Your objective:
Check the listing below for lines that hold "tiles". How many are there? Please give only the number.

Excerpted records:

--- START ---

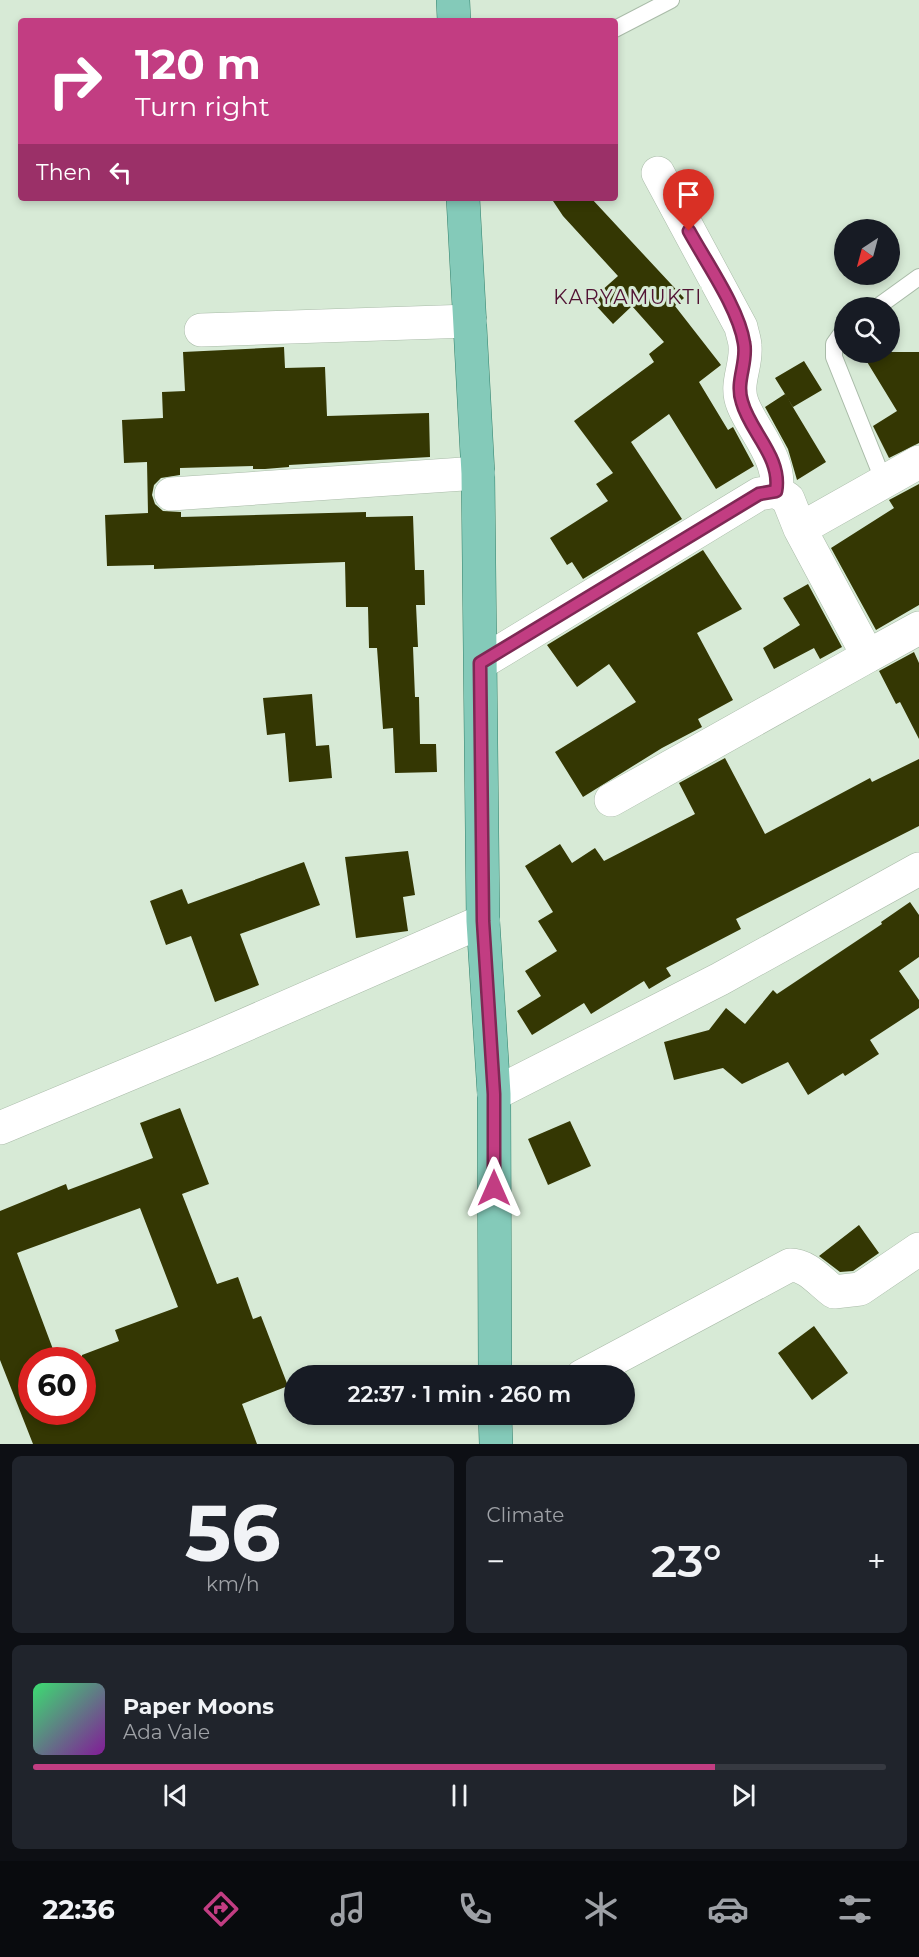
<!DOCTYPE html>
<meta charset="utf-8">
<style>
body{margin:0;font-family:Montserrat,sans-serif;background:#20242c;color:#f1f3f6;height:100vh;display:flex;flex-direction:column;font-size:22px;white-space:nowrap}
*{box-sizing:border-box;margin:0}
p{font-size:20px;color:#9ea1a6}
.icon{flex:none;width:33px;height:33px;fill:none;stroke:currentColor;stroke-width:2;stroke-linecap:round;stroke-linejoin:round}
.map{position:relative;height:1444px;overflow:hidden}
.panel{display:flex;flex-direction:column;gap:12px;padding:12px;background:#0d0f14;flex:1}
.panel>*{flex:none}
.guide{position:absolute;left:18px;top:18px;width:600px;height:183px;border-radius:6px;box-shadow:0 3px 9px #0003;background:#c23d82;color:#fff;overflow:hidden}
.needle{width:39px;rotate:216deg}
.tools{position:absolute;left:834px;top:219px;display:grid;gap:12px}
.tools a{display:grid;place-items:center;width:66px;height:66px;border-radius:50%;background:#171b24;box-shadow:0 3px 9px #0003;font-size:30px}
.speed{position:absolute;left:18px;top:1347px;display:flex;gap:12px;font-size:30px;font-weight:700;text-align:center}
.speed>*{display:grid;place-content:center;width:78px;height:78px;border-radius:50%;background:#171b24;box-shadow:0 3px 9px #0003;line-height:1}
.speed .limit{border:9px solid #d22;background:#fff;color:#111}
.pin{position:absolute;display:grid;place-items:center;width:51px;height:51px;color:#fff;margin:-62px -26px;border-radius:50% 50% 50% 0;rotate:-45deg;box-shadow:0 0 6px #0007}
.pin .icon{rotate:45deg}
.me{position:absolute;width:66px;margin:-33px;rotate:0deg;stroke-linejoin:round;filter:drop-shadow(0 0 4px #0008)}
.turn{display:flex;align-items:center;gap:21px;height:126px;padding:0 18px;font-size:27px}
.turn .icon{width:78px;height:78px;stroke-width:2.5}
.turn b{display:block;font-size:42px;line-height:51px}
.then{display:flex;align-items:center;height:57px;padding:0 18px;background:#0003;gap:12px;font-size:22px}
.big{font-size:45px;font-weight:600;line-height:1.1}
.panel .card{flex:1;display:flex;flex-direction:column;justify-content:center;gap:9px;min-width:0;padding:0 21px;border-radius:9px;background:#20242c}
.panel .dial{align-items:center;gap:0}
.dial b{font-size:78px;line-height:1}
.song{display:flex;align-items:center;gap:18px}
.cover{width:72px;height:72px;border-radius:9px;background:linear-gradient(135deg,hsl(140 70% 55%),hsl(290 70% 35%))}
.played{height:6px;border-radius:3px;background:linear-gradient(90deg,#c23d82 80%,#363941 80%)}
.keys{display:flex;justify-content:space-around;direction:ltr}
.heat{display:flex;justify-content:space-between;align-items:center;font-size:33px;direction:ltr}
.panel .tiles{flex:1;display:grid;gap:12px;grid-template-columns:1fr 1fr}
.card:last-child{grid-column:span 2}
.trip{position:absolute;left:284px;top:1365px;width:351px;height:60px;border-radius:30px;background:#171b24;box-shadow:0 3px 9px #0003;font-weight:600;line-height:60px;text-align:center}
.dock{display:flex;height:96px;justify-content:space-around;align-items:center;background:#090b0e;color:#9ea1a6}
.dock .icon{width:42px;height:42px}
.dock .current{color:#c23d82}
.dock b{font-size:27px;color:#f1f3f6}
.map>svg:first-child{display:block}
</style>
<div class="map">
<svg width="919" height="1444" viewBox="0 0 919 1444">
<rect width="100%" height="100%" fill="#d7ead6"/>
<!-- building -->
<path fill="#343703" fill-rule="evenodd" d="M551 198H591L684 298 675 306 721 365 699 382 728 430 733 427 754 466 716 489 669 414 631 442 682 519 583 579 572 562 567 565 550 538 608 501 596 484 613 473 574 421 654 362 649 354 664 342 632 306 613 324 591 300 618 276 563 216Z
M284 347 285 368 325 367 327 416 429 413 430 457 289 465V467L265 469H253V466L180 468V475L161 478 154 485 152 495 155 504 163 511 181 512V517L366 512V517L413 516 415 570H424L425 605H416L418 647H413L415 697H419L420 744H436L437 772 395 773 393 728 383 729 377 648H369L368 607H346L345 562 154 569V565L107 566 105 515 148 513 147 462 124 463 122 420 163 418 162 392 185 391 183 352Z
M861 352H919V443L889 458 873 426 897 411Z
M804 361 822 390 793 407 775 378Z
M785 394 826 462 797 480 788 449 765 407Z
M919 484V605L876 630 831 548 894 508 889 500Z
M703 550 742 609 697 633 733 700 698 719 702 727 662 748 583 797 555 752 636 702 609 664 577 687 547 645Z
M808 584 842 647 820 659 814 648 774 669 763 648 800 625 783 598Z
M914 652 919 663V739L900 702 896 704 879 671Z
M312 694 316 746 329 745 332 778 289 782 285 733 267 735 263 698Z
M725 758 765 834 870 778 872 782 919 759V826L736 919 741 929 666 968 671 976 649 989 644 981 591 1014 584 1003 532 1035 517 1011 541 996 525 971 557 951 538 921 553 912 525 866 560 844 572 863 595 848 604 861 695 814 679 783Z
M408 851 415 895 403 897 408 931 356 938 345 857Z
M304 862 320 905 240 934 259 985 215 1002 191 936 166 945 150 901 182 889 188 904Z
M910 902 919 915V957L899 971 919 1000V1008L870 1040 879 1054 845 1076 843 1073 808 1095 788 1062 742 1084 723 1068 674 1080 664 1042 709 1030 726 1008 745 1024 773 990 777 994 882 924 881 922Z
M180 1108 209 1184 182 1194 217 1284 238 1277 253 1319 261 1316 288 1386 242 1404 257 1444H33L0 1360V1211L66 1184 68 1190 153 1158 140 1123ZM140 1208 178 1307 115 1330 119 1341 82 1355V1412H32V1360H57L17 1253Z
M570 1121 591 1166 548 1185 528 1139Z
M859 1225 879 1253 853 1271 840 1272 819 1256Z
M814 1326 848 1373 812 1400 778 1353Z"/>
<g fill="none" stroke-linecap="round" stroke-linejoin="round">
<defs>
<path id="service" d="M615 29 671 0
M876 308 919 277
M844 330 834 344V357L884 482"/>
<path id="minor" d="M658 173 741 327C742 333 745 340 745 346 747 367 734 384 743 405 754 432 782 460 776 491
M201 330 470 321
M171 494 478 473
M800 529 868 656 919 628
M481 663 759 494 776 491 788 499 800 529 919 462
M611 800 868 656
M494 1094 720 979 919 869
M0 1128 206 1042 483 921
M582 1376 790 1265C808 1265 820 1282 834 1292L860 1289 919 1249"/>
<path id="primary" d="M453 0 454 21
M463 198 478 473 483 921 494 1094 495 1376
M495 1414 496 1444"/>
</defs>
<!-- service casing -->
<use href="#service" stroke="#a9bba8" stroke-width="18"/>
<!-- minor casing -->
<use href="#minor" stroke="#a9bba8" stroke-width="34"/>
<!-- primary casing -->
<use href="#primary" stroke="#33816c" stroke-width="34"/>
<!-- service -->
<use href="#service" stroke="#fff" stroke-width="16"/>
<!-- minor -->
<use href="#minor" stroke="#fff" stroke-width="33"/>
<!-- primary -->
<use href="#primary" stroke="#84cab9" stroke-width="33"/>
</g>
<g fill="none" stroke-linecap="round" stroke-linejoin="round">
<defs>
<path id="route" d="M494 1188V1094L483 921 480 663 759 494 776 491C782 457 750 432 742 402 735 381 748 363 744 343 739 309 706 262 689 231"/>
</defs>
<!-- route casing -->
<use href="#route" stroke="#7e2854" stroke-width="15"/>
<!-- route -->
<use href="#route" stroke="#c23d82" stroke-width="10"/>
</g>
<g text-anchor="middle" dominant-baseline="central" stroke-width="6" stroke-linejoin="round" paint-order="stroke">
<!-- quarter labels -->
<g font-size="20" letter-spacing="1.5" fill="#511233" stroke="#d7ead6">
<text x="628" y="297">KARYAMUKTI</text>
</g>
</g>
</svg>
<div class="tools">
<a><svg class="needle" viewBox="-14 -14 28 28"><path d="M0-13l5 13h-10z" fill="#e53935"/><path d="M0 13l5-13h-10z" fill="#9ea1a6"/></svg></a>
<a><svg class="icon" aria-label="search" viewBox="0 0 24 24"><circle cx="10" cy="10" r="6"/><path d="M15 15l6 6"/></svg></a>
</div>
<div class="speed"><div class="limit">60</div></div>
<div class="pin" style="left:689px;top:231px;background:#d93025"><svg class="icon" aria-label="arrive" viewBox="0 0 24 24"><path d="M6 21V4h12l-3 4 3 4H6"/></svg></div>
<svg class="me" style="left:494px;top:1188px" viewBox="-20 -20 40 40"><path d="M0-17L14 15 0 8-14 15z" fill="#c23d82" stroke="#fff" stroke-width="4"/></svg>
<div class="trip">22:37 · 1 min · 260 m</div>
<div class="guide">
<div class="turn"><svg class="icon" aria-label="right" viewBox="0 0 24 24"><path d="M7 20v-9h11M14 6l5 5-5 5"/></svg><div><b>120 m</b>Turn right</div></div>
<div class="then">Then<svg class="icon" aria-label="left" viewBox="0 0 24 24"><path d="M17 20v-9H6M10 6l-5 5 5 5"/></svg></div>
</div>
</div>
<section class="panel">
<div class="tiles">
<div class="card dial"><b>56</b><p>km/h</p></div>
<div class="card"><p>Climate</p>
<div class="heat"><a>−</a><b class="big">23°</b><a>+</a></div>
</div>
<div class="card">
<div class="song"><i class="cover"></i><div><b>Paper Moons</b><p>Ada Vale</p></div></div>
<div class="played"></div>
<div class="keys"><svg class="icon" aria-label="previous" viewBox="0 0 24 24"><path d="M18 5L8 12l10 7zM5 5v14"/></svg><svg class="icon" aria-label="pause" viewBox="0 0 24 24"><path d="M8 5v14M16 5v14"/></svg><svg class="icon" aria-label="next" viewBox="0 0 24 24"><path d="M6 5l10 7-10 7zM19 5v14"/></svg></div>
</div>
</div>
</section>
<nav class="dock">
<b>22:36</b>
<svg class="icon current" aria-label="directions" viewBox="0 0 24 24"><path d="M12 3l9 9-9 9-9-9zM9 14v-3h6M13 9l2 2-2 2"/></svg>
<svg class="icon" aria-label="music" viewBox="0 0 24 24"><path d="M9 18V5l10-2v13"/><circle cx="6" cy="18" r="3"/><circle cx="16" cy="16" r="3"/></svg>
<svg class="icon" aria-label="phone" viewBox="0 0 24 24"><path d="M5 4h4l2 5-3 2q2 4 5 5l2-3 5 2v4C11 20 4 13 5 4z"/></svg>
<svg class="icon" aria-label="climate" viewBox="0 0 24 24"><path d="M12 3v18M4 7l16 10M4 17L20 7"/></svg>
<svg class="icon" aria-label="car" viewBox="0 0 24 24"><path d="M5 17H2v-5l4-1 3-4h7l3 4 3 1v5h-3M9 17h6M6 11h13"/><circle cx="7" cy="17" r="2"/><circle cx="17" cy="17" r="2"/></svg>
<svg class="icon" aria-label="filters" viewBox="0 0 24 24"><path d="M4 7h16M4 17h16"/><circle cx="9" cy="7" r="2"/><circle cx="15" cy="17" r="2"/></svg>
</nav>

--- END ---

Response area:
2